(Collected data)

****

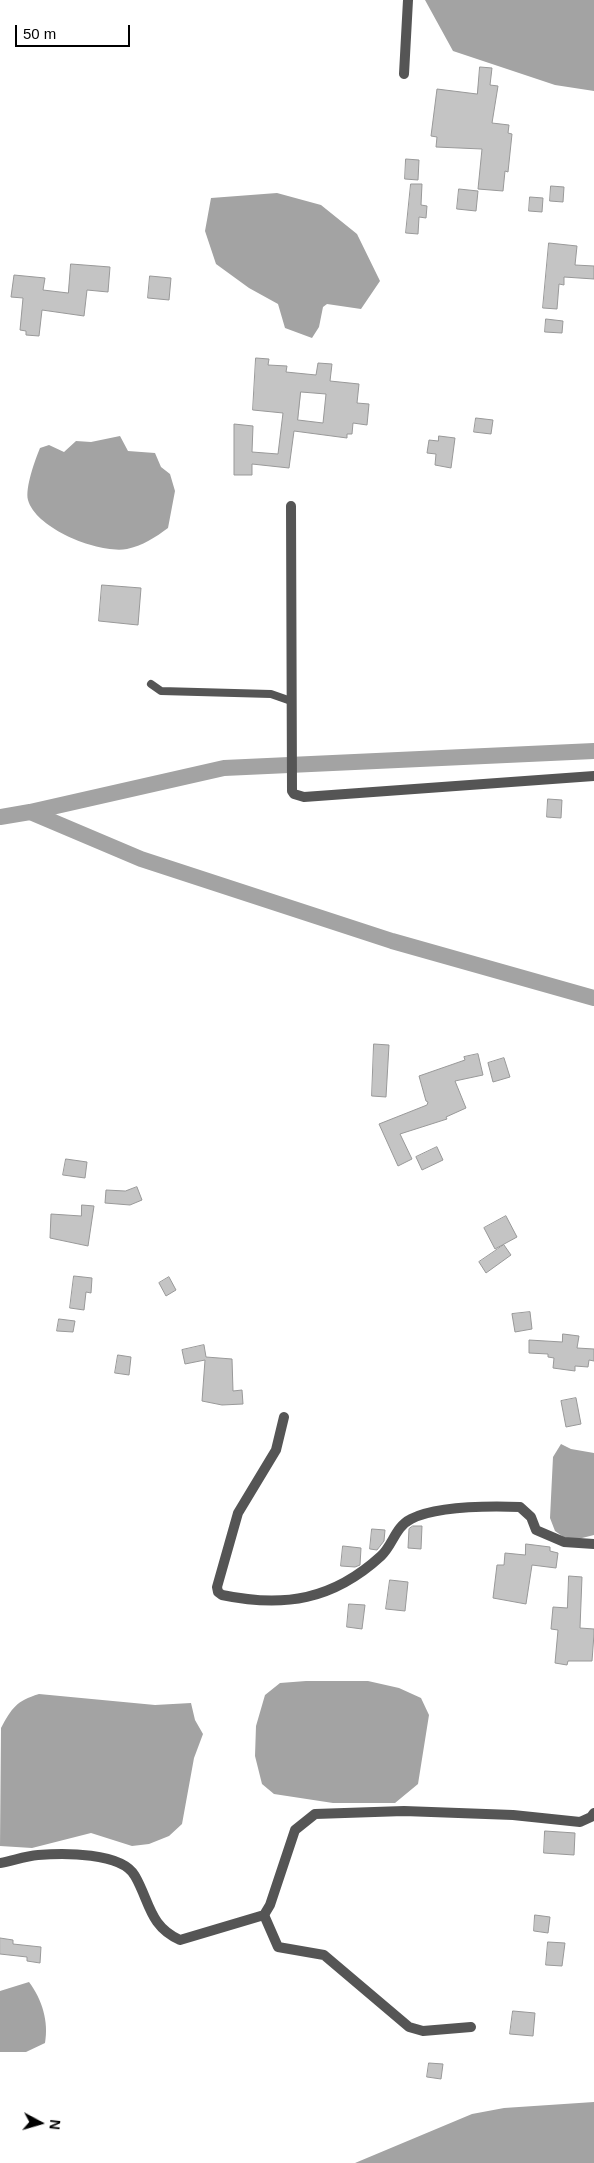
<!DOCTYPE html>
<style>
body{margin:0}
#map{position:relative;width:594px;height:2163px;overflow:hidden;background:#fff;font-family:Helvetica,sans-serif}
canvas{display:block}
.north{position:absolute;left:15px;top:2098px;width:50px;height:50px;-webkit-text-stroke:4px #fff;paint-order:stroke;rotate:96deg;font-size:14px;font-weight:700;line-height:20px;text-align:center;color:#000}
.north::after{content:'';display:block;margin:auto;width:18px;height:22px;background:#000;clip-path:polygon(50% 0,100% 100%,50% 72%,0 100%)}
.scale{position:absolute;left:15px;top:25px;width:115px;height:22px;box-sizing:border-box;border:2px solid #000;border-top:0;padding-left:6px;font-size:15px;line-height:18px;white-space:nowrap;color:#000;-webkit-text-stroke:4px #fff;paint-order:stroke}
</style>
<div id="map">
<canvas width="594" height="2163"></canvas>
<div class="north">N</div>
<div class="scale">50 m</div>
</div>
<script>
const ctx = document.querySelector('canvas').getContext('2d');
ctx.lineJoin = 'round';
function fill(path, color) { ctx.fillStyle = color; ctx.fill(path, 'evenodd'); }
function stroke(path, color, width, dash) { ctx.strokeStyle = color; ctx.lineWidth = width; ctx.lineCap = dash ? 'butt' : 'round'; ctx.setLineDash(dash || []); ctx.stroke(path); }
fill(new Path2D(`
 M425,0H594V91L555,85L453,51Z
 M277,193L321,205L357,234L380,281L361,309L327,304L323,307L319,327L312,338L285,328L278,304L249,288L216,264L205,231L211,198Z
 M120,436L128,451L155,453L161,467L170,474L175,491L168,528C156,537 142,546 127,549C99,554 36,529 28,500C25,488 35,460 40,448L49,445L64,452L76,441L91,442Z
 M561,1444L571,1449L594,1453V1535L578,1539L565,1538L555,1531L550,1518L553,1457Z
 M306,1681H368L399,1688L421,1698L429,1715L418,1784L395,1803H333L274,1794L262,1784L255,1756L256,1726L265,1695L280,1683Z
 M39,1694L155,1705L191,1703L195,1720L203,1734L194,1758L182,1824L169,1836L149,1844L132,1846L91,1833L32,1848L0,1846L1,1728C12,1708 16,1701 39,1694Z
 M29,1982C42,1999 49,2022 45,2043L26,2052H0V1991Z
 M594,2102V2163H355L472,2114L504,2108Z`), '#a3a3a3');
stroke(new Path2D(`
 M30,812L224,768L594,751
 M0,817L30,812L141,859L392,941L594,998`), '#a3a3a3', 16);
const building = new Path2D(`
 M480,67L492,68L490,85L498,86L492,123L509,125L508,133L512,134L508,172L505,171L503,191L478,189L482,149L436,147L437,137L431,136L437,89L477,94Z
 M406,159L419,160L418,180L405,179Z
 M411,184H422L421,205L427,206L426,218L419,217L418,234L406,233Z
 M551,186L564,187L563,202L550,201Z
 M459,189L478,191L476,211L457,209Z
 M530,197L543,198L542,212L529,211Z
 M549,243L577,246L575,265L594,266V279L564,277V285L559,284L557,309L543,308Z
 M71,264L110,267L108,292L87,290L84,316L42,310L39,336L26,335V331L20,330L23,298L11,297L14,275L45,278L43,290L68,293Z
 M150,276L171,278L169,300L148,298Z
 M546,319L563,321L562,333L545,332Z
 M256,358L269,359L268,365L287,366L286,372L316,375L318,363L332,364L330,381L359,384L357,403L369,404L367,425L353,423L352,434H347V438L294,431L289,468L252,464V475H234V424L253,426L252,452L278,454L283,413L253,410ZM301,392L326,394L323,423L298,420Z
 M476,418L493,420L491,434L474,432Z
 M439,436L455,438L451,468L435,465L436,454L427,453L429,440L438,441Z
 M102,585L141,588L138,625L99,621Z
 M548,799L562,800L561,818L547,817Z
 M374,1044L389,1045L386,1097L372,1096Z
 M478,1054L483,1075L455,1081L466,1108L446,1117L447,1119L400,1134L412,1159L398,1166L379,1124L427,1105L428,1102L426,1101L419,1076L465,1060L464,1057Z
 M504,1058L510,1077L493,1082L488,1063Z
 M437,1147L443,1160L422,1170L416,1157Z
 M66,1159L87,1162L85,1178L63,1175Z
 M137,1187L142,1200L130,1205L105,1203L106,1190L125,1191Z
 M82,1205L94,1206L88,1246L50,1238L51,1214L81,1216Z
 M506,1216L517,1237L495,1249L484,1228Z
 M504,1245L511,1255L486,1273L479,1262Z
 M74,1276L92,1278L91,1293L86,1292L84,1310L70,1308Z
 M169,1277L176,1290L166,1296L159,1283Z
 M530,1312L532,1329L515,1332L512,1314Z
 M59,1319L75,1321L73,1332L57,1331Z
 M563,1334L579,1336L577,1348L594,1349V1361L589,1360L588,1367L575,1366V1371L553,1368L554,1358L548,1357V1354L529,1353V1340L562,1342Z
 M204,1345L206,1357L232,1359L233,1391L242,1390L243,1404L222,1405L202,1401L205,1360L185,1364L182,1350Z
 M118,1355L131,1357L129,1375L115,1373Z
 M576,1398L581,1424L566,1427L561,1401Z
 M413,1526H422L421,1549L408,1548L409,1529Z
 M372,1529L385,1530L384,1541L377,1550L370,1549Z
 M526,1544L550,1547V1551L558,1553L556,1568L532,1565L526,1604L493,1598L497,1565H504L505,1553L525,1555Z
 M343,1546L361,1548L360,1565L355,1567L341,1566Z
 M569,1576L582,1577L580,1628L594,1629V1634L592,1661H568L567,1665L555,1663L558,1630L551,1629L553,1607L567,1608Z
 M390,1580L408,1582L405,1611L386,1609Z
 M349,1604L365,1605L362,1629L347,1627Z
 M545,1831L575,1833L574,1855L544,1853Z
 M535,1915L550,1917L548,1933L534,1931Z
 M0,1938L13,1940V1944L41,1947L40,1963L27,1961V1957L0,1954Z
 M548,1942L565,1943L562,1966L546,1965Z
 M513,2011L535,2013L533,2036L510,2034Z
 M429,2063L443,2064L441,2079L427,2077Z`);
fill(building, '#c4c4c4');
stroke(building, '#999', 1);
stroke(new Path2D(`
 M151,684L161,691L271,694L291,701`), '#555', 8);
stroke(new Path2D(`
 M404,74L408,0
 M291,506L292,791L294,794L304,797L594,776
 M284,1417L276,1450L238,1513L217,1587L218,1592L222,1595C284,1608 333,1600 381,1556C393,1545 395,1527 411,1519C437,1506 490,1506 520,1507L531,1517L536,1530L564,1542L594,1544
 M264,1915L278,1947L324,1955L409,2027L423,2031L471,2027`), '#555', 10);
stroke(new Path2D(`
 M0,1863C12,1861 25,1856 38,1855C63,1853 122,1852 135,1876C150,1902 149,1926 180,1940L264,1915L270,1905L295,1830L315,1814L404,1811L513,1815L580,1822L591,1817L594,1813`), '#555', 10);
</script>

****

■ PROBLEM DETAILS ■
Copy the lines that hold the word "canvas". Take them from the records above.

■ RESULT ■
canvas{display:block}
<canvas width="594" height="2163"></canvas>
const ctx = document.querySelector('canvas').getContext('2d');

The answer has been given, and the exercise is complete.